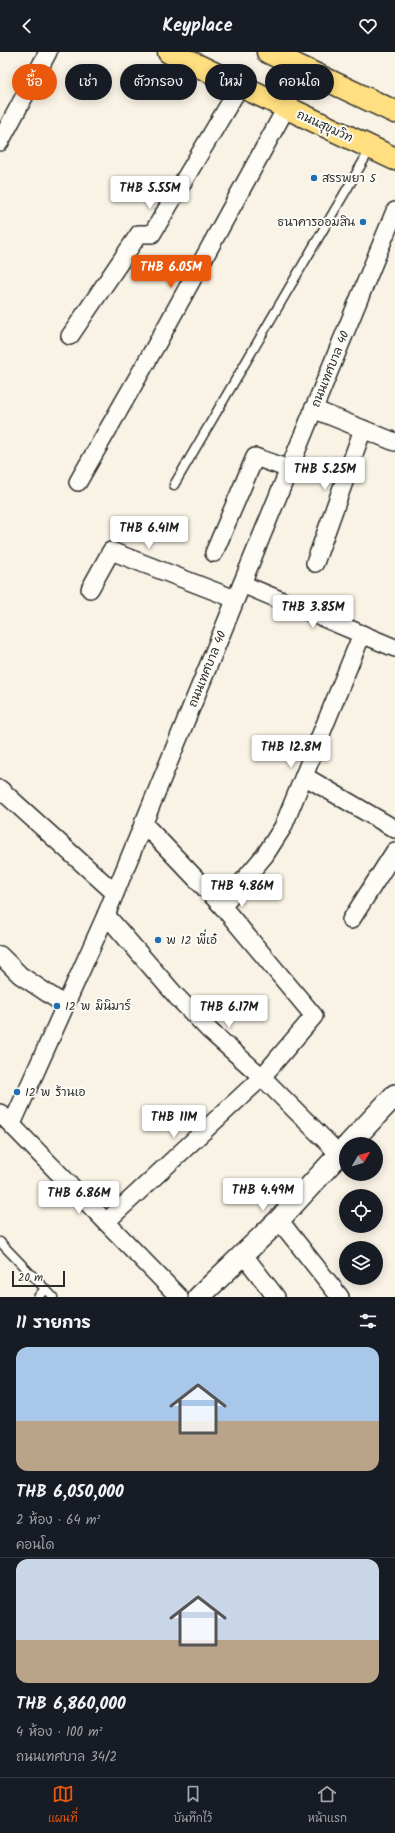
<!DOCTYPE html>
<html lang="th">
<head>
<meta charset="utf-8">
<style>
	:root { --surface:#171b24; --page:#242831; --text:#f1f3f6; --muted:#9ea1a6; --line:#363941; --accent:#ea580c }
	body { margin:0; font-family:Kalam,"Playpen Sans Thai",sans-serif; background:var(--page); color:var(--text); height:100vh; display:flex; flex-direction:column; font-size:15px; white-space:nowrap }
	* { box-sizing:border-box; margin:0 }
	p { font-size:13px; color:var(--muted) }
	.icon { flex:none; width:22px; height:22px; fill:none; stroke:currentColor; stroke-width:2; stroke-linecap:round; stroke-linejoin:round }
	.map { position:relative; height:1245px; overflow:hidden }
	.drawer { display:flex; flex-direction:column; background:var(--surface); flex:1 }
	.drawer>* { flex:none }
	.top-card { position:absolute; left:12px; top:12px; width:371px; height:36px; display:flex; gap:8px }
	.needle { width:26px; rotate:52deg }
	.fabs { position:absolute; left:339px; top:1085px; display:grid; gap:8px }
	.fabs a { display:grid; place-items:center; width:44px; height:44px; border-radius:50%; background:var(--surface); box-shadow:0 2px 10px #0003; font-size:20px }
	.scale { position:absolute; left:12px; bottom:10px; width:53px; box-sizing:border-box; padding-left:4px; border:2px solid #2b2b2b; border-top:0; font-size:11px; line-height:14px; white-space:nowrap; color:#2b2b2b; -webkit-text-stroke:3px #fdfcf7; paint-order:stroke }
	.price { position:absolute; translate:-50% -34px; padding:0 9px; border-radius:4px; background:#fff; color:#222; font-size:13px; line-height:26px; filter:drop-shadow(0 1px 2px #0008) }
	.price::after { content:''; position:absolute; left:50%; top:24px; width:12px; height:9px; margin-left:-6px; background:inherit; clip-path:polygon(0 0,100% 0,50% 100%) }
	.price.selected { background:var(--accent); color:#fff }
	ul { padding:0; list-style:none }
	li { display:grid; align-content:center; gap:8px; height:212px; padding:0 16px }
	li+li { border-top:1px solid var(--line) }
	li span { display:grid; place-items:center; height:124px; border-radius:12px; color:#555 }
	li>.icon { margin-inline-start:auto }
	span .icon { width:72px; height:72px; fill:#fffc; stroke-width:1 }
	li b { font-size:17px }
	h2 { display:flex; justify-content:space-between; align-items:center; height:48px; padding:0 16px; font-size:17px }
	.tag { padding:0 14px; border-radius:18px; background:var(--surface); box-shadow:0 2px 10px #0003; font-size:14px; line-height:36px }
	.tag.selected { background:var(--accent); color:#fff }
	header { display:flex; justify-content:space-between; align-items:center; height:52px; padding:0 16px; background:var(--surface); font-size:18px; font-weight:600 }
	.dock { display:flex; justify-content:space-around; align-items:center; height:56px; border-top:1px solid var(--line); background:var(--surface); font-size:11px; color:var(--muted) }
	.dock a { display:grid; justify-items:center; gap:2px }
	.dock .selected { color:var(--accent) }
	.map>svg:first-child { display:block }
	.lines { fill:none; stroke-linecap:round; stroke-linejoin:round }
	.service-casing { stroke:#2b2b2b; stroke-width:11 }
	.minor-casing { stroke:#2b2b2b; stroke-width:20 }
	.tertiary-casing { stroke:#2b2b2b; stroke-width:24 }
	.trunk-casing { stroke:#2b2b2b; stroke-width:25 }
	.service { stroke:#fdfcf7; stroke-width:8 }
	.minor { stroke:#fdfcf7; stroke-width:17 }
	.tertiary { stroke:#fdfcf7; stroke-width:21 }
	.trunk { stroke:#ffdf80; stroke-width:22 }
	.poi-dot { fill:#1f6fb2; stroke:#fdfcf7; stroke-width:1.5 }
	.labels { text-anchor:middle; stroke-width:4; stroke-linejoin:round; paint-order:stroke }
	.street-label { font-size:12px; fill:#2b2b2b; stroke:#fdfcf7 }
	.poi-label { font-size:12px; fill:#2b2b2b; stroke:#fdfcf7; text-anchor:start }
</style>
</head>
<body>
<header><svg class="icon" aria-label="back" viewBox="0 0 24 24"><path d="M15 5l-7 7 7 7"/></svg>Keyplace<svg class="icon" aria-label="heart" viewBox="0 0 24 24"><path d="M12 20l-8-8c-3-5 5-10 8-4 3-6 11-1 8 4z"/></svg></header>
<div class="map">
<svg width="395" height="1245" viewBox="0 0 395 1245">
	<rect width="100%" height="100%" fill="#f9f3e5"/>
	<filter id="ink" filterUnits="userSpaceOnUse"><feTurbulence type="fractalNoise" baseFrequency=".025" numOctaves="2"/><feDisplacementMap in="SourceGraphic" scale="8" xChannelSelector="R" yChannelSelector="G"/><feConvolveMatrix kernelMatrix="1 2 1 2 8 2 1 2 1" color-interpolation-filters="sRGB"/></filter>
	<g filter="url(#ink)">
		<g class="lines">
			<defs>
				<g id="service">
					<polyline points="174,433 371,96"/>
					<polyline points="0,1190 53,1245"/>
					<polyline points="38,1245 45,1237"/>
				</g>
				<g id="minor">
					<polyline points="0,90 48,0"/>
					<polyline points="70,284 139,182 152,182 240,34"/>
					<polyline points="313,357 395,390"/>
					<polyline points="78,430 159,288 286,56"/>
					<polyline points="214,501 255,405 289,417"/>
					<polyline points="315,511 363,377"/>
					<polyline points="242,532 395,596"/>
					<polyline points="90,537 111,499 235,547"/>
					<polyline points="304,724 395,777"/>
					<polyline points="0,737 115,841"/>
					<polyline points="222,854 265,803 283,775 362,582"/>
					<polyline points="106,863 177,945 210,979 262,1025 339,1102"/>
					<polyline points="351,868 395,799"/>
					<polyline points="0,903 20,923 65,953"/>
					<polyline points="0,1061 179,1245"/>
					<polyline points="12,1072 106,863 395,159"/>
					<polyline points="279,1168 340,1245"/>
					<polyline points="106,1170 262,1025 314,964 222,854 143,771"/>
					<polyline points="243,1202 276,1245"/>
				</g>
				<g id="tertiary">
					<polyline points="349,1092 395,1043"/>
					<polyline points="199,1245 279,1168 346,1095"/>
				</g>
				<g id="trunk">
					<polyline points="169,0 395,107"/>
					<polyline points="268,0 395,60"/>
				</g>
			</defs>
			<use href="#service" class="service-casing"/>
			<use href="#minor" class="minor-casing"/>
			<use href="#tertiary" class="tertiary-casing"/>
			<use href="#trunk" class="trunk-casing"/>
			<use href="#service" class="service"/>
			<use href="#minor" class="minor"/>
			<use href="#tertiary" class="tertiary"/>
			<use href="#trunk" class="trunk"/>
		</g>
	</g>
	<g class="poi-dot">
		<circle cx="314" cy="126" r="4"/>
		<circle cx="363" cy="170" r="4"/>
		<circle cx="158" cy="888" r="4"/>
		<circle cx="57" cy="954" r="4"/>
		<circle cx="17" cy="1040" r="4"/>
	</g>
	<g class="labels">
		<g class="street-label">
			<text transform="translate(325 74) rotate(25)" y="4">ถนนสุขุมวิท</text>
			<text transform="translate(330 317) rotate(-68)" y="4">ถนนเทศบาล 40</text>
			<text transform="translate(207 617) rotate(-68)" y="4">ถนนเทศบาล 40</text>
		</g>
		<g class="poi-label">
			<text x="322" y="130">สรรพยา 5</text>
			<text x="355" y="174" text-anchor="end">ธนาคารออมสิน</text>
			<text x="166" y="892">พ 12 พี่เอ๋</text>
			<text x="65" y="958">12 พ มินิมาร์</text>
			<text x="25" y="1044">12 พ ร้านเอ</text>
		</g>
	</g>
</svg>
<div class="fabs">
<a><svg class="needle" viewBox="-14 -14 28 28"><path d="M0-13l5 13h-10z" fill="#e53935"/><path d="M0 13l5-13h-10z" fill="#9ea1a6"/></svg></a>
<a><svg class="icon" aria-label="locate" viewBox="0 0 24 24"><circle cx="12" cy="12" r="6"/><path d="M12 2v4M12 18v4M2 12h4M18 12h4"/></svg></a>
<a><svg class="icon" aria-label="layers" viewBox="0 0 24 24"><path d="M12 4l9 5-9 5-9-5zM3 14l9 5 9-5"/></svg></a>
</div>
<div class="scale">20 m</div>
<b class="price" style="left:150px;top:158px">THB 5.55M</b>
<b class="price selected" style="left:171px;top:237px">THB 6.05M</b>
<b class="price" style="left:325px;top:439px">THB 5.25M</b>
<b class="price" style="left:149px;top:498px">THB 6.41M</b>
<b class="price" style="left:313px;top:577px">THB 3.85M</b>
<b class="price" style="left:291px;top:717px">THB 12.8M</b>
<b class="price" style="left:242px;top:856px">THB 4.86M</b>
<b class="price" style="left:229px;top:977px">THB 6.17M</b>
<b class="price" style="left:174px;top:1087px">THB 11M</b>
<b class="price" style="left:263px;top:1160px">THB 4.49M</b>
<b class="price" style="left:79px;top:1163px">THB 6.86M</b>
<div class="top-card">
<a class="tag selected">ซื้อ</a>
<a class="tag">เช่า</a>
<a class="tag">ตัวกรอง</a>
<a class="tag">ใหม่</a>
<a class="tag">คอนโด</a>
</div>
</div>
<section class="drawer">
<h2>11 รายการ<svg class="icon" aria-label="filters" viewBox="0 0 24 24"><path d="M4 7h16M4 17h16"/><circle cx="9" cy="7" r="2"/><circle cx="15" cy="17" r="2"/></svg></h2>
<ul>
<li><span style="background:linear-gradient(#a9c7e8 60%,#b9a48a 0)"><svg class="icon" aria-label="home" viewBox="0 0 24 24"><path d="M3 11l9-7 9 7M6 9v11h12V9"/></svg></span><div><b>THB 6,050,000</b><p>2 ห้อง · 64 m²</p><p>คอนโด</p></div></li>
<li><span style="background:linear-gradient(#c9d6e8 65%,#b9a48a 0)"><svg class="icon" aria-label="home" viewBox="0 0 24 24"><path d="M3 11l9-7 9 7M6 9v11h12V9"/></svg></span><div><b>THB 6,860,000</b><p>4 ห้อง · 100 m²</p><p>ถนนเทศบาล 34/2</p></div></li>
</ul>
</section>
<nav class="dock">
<a class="selected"><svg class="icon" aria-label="map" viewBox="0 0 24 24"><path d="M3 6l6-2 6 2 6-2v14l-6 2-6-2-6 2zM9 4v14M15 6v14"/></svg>แผนที่</a>
<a><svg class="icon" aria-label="saved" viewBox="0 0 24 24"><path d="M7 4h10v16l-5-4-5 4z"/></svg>บันทึกไว้</a>
<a><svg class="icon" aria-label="home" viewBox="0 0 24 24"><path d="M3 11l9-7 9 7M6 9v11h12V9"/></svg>หน้าแรก</a>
</nav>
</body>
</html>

^^^^

Nothing but the lines from the beginning of the material through the line with "background:var(--page); color:var(--text); height:100vh;" should appear, printed exactly, with no pictures among them.

Answer for this exercise:
<!DOCTYPE html>
<html lang="th">
<head>
<meta charset="utf-8">
<style>
	:root { --surface:#171b24; --page:#242831; --text:#f1f3f6; --muted:#9ea1a6; --line:#363941; --accent:#ea580c }
	body { margin:0; font-family:Kalam,"Playpen Sans Thai",sans-serif; background:var(--page); color:var(--text); height:100vh; display:flex; flex-direction:column; font-size:15px; white-space:nowrap }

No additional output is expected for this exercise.